A few thoughts upon returning from the Cayman Islands
You have been on my mind all day; it was difficult to work because of today's atrocities. I believe Mr Blair used the "B" word- barbaric.
Anyway, back to the Caymans:
It was my first 4th of July abroad. It really makes one think. You take all the schtick for granted when you're at home on that date.
The family all had a wonderful time, even the teenager who seems to be striving for a Certified Professional Sullenist designation.
Grand Cayman definitely made our list of "places to go back to soon".
As furrin' guests, we were extra careful to be on our best behavior and serve as counterexamples to all those crass stereotypes of Americans abroad.
And, as one would expect, the Caymanians repaid our efforts many times over by being unfailingly cheerful, helpful, pleasant, polite and excellent conversationalists.
Wonderful folks all.
But We Really Don't Understand People Who Take Island-Hopping Cruises.
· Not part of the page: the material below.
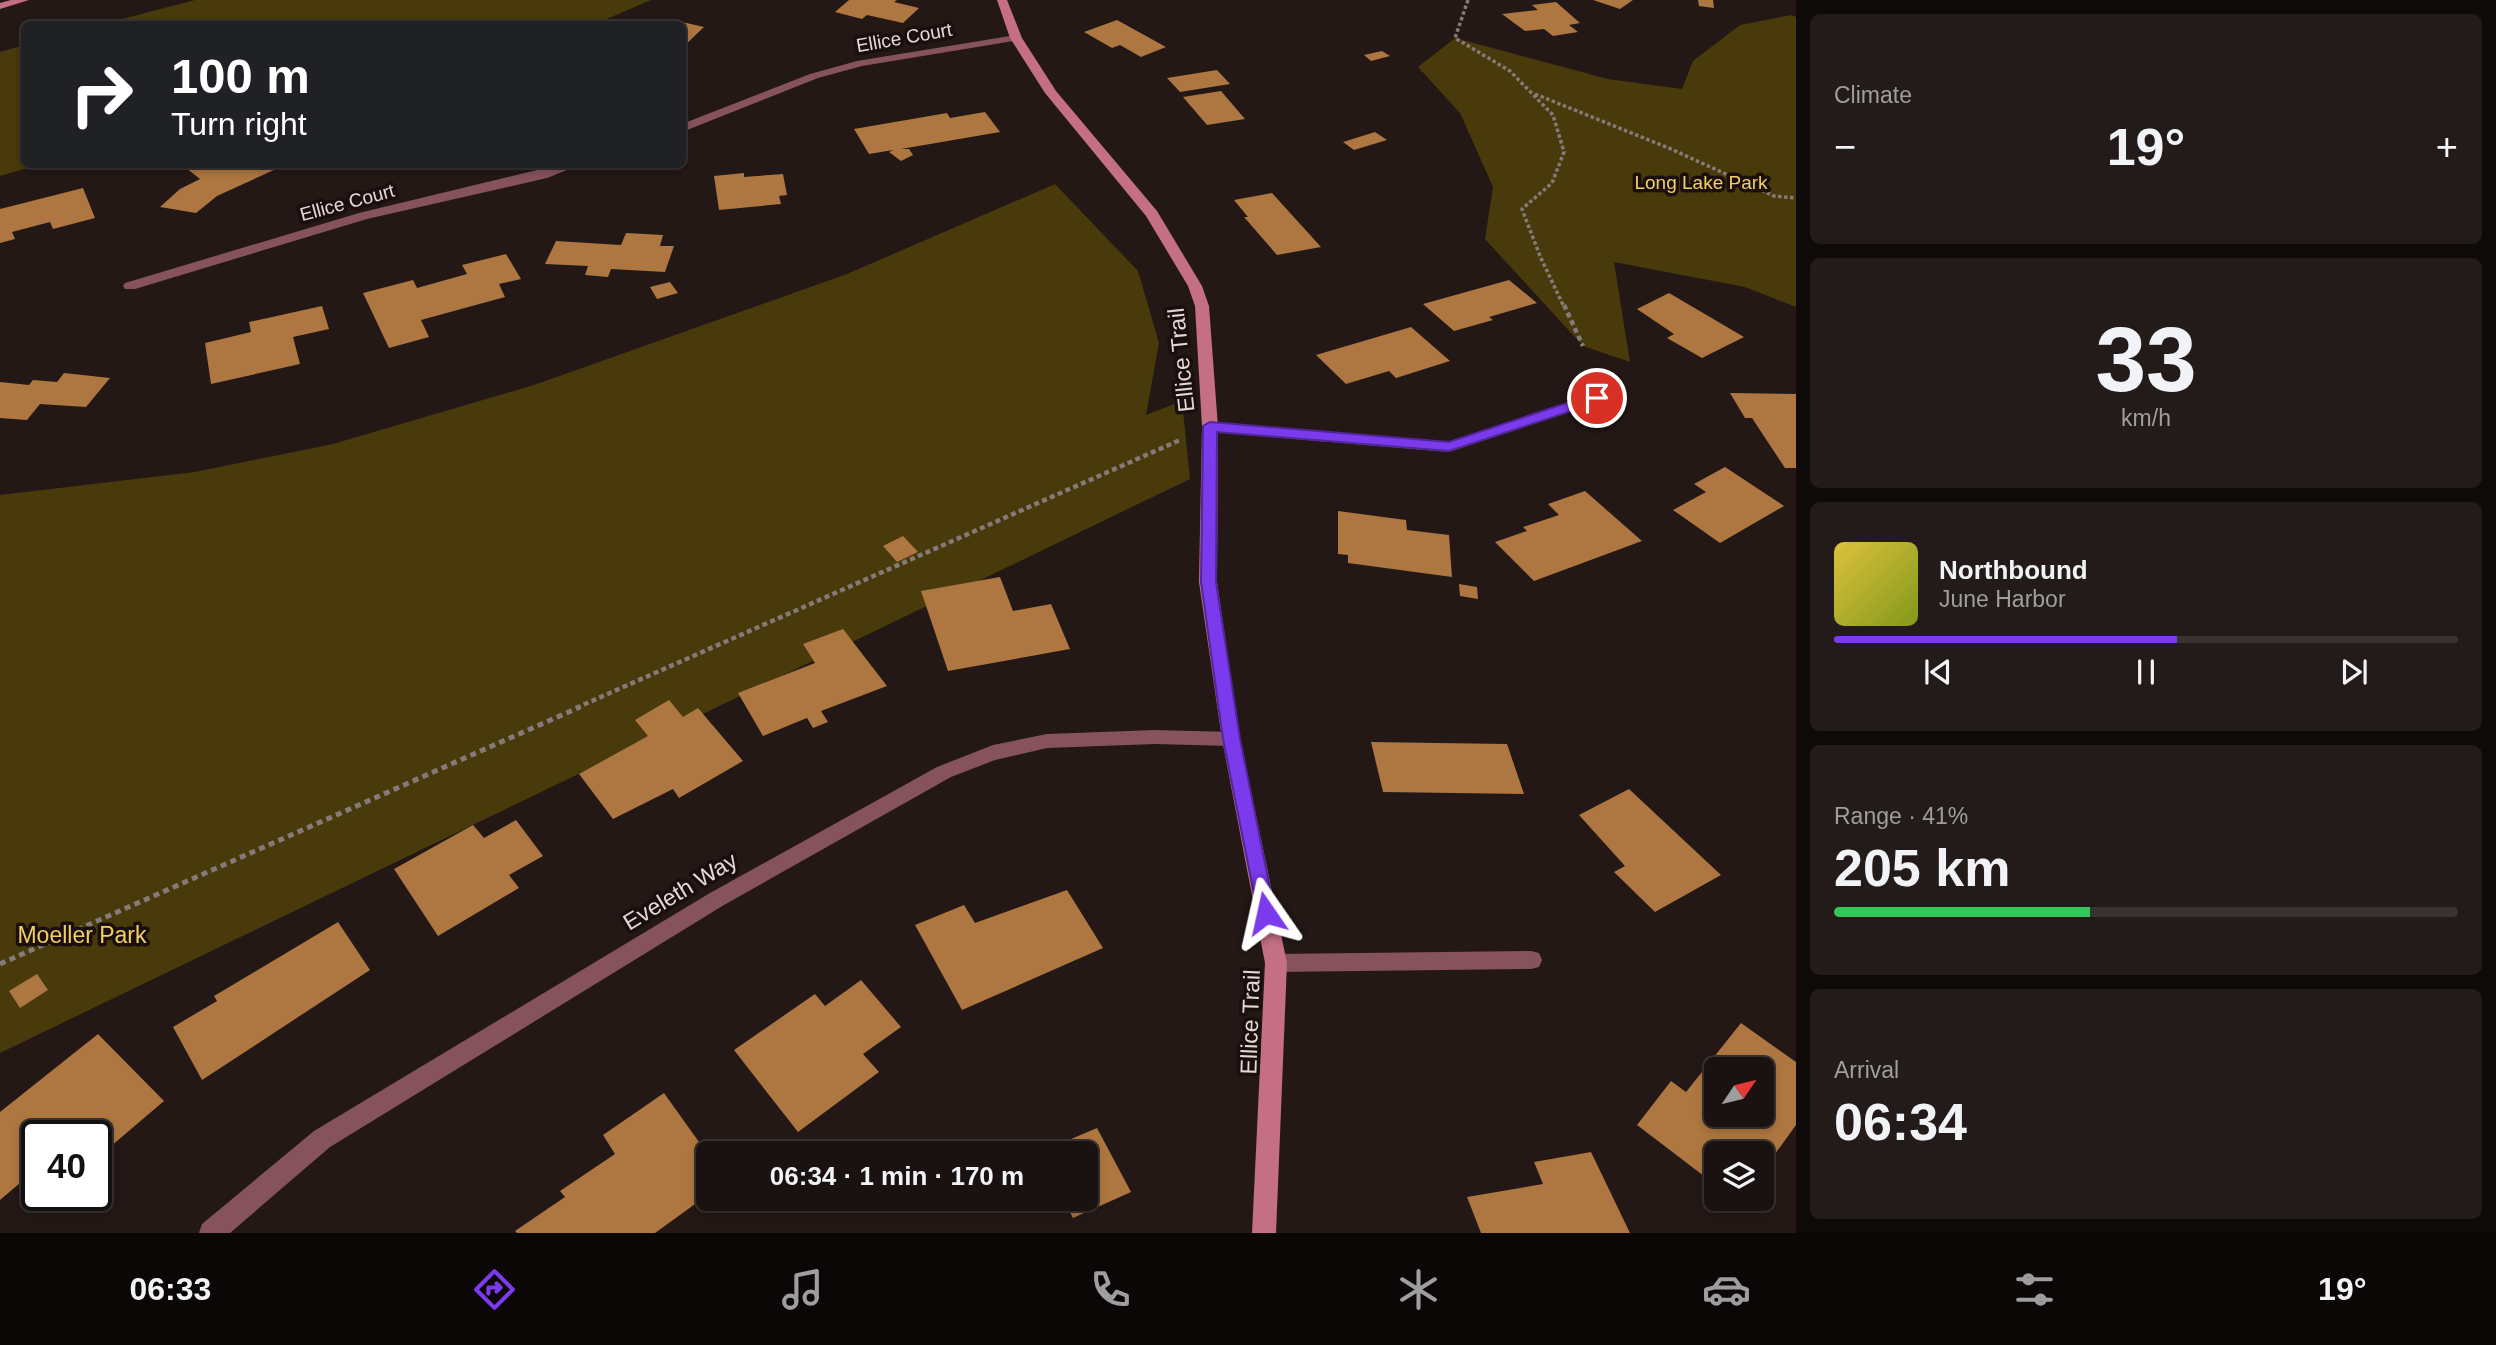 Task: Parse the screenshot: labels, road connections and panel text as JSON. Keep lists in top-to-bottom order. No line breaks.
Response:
{"streets":{"street":["Ellice Court","Ellice Trail","Eveleth Way"]},"crossings":[["Ellice Court","Ellice Trail"],["Ellice Trail","Eveleth Way"]],"parks":["Long Lake Park","Moeller Park"],"north":"top right","page":{"tile":["Climate",["33","km/h"],["Range · 41%","205 km"],["Arrival","06:34"]],"turn":["100 m","Turn right"],"heat":["−","19°","+"],"song":["Northbound","June Harbor"],"limit":"40","trip":"06:34 · 1 min · 170 m","tabs":["06:33","19°"]}}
We watched, with something between bewilderment and bemusement as launches disgorged groups of people who either were to be carted around in buses (apologies to M. Python but it fits) for half-day tours or into shops selling either turista junk or very overpriced designer jewelry. Then the same folks would be rushed back onto the launches so as to not miss the evening buffet
Don't get me wrong- there's plenty of top quality merchandise to be found, but you're not going to find it if you've only got a half-hour to do so, unless you get lucky.
How can one possibly expect to learn anything about a country by flitting in and out like that?
My wife and I are the sort of folks who'd rather go the subway/bus pass/Lonely Planet/compass route than be led by the hand all over the place.
It makes for unforgettable experiences.
Case in point: In Hong Kong, the MTR (underground train) stations tend to have multiple exits that can hit the surface as much as five or six blocks from where the station is marked on the map. And if you don't have a compass it can be quite disorienting. A few years ago, we got utterly lost while trying to find the Bird Market Park.
A man (who we now refer to as Green Jacket Man) whose English was as awful as my audio CD Cantonese, asked if we were lost (since we were looking back and forth between the guidebook and street signs it was fairly obvious to all).
He looked at the guidebook, and then walked with us for at least ten blocks, consulting more than once with the police since streets were being closed in preparation for a parade, just to make sure we got to the right place.
During this walk, we figured out that he wanted to know what part of the States we came from.
We tried the Wright Brothers, and several other southeastern references and he didn't understand any of them. This went on and on, and began to get frustrating until we spoke the magic words: Michael Jordan.
His eyes lit up, he smiled and nodded, and we knew that information had been successfully transferred. After getting us to the park, he insisted on taking our picture, and absolutely declined payment for his time.
You don't get experiences like that in a tour group. I won't mention the hole-in-the -wall food shop that had ox penis on the menu. But back to the Caymans-
We always research a place first and we had read that in the Caymans it was considered bad form to wear swimwear except at the beach or at the pool; we also noticed that the prevailing style of dress on Grand Cayman was somewhat modest; micro-bikinis or too-revealing [spousal opinion!] halter tops and short-shorts were almost never seen.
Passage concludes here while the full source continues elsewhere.